◆ WORK ITEM
Copy all of the data that follows without altering a word.

-- DATA BELOW follows --

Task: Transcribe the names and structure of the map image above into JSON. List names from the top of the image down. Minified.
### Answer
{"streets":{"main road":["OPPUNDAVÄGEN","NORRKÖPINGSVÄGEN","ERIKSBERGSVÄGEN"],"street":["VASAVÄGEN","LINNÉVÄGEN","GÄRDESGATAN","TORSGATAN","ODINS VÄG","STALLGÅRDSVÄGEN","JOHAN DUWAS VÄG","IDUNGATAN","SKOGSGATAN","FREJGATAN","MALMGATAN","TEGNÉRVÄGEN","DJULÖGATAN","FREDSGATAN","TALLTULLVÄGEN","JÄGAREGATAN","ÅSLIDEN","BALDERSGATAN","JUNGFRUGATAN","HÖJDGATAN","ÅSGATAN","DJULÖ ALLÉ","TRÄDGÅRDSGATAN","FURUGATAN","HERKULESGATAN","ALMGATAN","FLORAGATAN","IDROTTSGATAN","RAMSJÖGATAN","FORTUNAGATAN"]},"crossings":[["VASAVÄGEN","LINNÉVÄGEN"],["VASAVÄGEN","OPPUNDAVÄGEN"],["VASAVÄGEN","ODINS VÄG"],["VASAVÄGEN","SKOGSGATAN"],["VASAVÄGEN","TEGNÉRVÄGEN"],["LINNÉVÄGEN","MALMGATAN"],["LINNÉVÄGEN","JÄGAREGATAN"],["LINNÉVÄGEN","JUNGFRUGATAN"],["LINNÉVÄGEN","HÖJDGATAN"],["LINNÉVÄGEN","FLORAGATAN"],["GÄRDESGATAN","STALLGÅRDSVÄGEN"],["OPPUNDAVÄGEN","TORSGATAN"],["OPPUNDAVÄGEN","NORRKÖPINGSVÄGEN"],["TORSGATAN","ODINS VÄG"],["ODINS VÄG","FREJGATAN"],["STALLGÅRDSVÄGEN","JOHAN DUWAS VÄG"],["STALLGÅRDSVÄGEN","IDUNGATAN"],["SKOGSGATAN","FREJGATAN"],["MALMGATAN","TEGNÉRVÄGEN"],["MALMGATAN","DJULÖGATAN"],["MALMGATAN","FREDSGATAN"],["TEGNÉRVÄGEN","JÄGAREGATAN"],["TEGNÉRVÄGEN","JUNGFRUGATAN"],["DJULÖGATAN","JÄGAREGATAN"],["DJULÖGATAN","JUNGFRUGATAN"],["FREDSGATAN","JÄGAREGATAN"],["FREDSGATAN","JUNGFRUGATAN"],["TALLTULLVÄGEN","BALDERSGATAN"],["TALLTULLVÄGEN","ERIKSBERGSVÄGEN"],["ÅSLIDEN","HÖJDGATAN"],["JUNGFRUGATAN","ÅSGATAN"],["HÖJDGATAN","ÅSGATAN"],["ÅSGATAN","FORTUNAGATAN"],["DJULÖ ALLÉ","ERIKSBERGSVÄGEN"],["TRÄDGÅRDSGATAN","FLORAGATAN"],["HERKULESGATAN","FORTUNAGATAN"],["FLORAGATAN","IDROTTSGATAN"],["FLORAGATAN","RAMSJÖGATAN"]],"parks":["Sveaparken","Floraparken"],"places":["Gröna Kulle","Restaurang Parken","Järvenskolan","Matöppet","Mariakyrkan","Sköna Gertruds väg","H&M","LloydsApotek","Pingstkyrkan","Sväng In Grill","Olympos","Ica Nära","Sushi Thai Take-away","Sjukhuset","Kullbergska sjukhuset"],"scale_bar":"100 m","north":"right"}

-- DATA BELOW concluded --

◆ RESPONSE TO THE EXERCISE
Task: Transcribe the names and structure of the map image above into JSON. List names from the top of the image down. Minified.
### Answer
{"streets":{"main road":["OPPUNDAVÄGEN","NORRKÖPINGSVÄGEN","ERIKSBERGSVÄGEN"],"street":["VASAVÄGEN","LINNÉVÄGEN","GÄRDESGATAN","TORSGATAN","ODINS VÄG","STALLGÅRDSVÄGEN","JOHAN DUWAS VÄG","IDUNGATAN","SKOGSGATAN","FREJGATAN","MALMGATAN","TEGNÉRVÄGEN","DJULÖGATAN","FREDSGATAN","TALLTULLVÄGEN","JÄGAREGATAN","ÅSLIDEN","BALDERSGATAN","JUNGFRUGATAN","HÖJDGATAN","ÅSGATAN","DJULÖ ALLÉ","TRÄDGÅRDSGATAN","FURUGATAN","HERKULESGATAN","ALMGATAN","FLORAGATAN","IDROTTSGATAN","RAMSJÖGATAN","FORTUNAGATAN"]},"crossings":[["VASAVÄGEN","LINNÉVÄGEN"],["VASAVÄGEN","OPPUNDAVÄGEN"],["VASAVÄGEN","ODINS VÄG"],["VASAVÄGEN","SKOGSGATAN"],["VASAVÄGEN","TEGNÉRVÄGEN"],["LINNÉVÄGEN","MALMGATAN"],["LINNÉVÄGEN","JÄGAREGATAN"],["LINNÉVÄGEN","JUNGFRUGATAN"],["LINNÉVÄGEN","HÖJDGATAN"],["LINNÉVÄGEN","FLORAGATAN"],["GÄRDESGATAN","STALLGÅRDSVÄGEN"],["OPPUNDAVÄGEN","TORSGATAN"],["OPPUNDAVÄGEN","NORRKÖPINGSVÄGEN"],["TORSGATAN","ODINS VÄG"],["ODINS VÄG","FREJGATAN"],["STALLGÅRDSVÄGEN","JOHAN DUWAS VÄG"],["STALLGÅRDSVÄGEN","IDUNGATAN"],["SKOGSGATAN","FREJGATAN"],["MALMGATAN","TEGNÉRVÄGEN"],["MALMGATAN","DJULÖGATAN"],["MALMGATAN","FREDSGATAN"],["TEGNÉRVÄGEN","JÄGAREGATAN"],["TEGNÉRVÄGEN","JUNGFRUGATAN"],["DJULÖGATAN","JÄGAREGATAN"],["DJULÖGATAN","JUNGFRUGATAN"],["FREDSGATAN","JÄGAREGATAN"],["FREDSGATAN","JUNGFRUGATAN"],["TALLTULLVÄGEN","BALDERSGATAN"],["TALLTULLVÄGEN","ERIKSBERGSVÄGEN"],["ÅSLIDEN","HÖJDGATAN"],["JUNGFRUGATAN","ÅSGATAN"],["HÖJDGATAN","ÅSGATAN"],["ÅSGATAN","FORTUNAGATAN"],["DJULÖ ALLÉ","ERIKSBERGSVÄGEN"],["TRÄDGÅRDSGATAN","FLORAGATAN"],["HERKULESGATAN","FORTUNAGATAN"],["FLORAGATAN","IDROTTSGATAN"],["FLORAGATAN","RAMSJÖGATAN"]],"parks":["Sveaparken","Floraparken"],"places":["Gröna Kulle","Restaurang Parken","Järvenskolan","Matöppet","Mariakyrkan","Sköna Gertruds väg","H&M","LloydsApotek","Pingstkyrkan","Sväng In Grill","Olympos","Ica Nära","Sushi Thai Take-away","Sjukhuset","Kullbergska sjukhuset"],"scale_bar":"100 m","north":"right"}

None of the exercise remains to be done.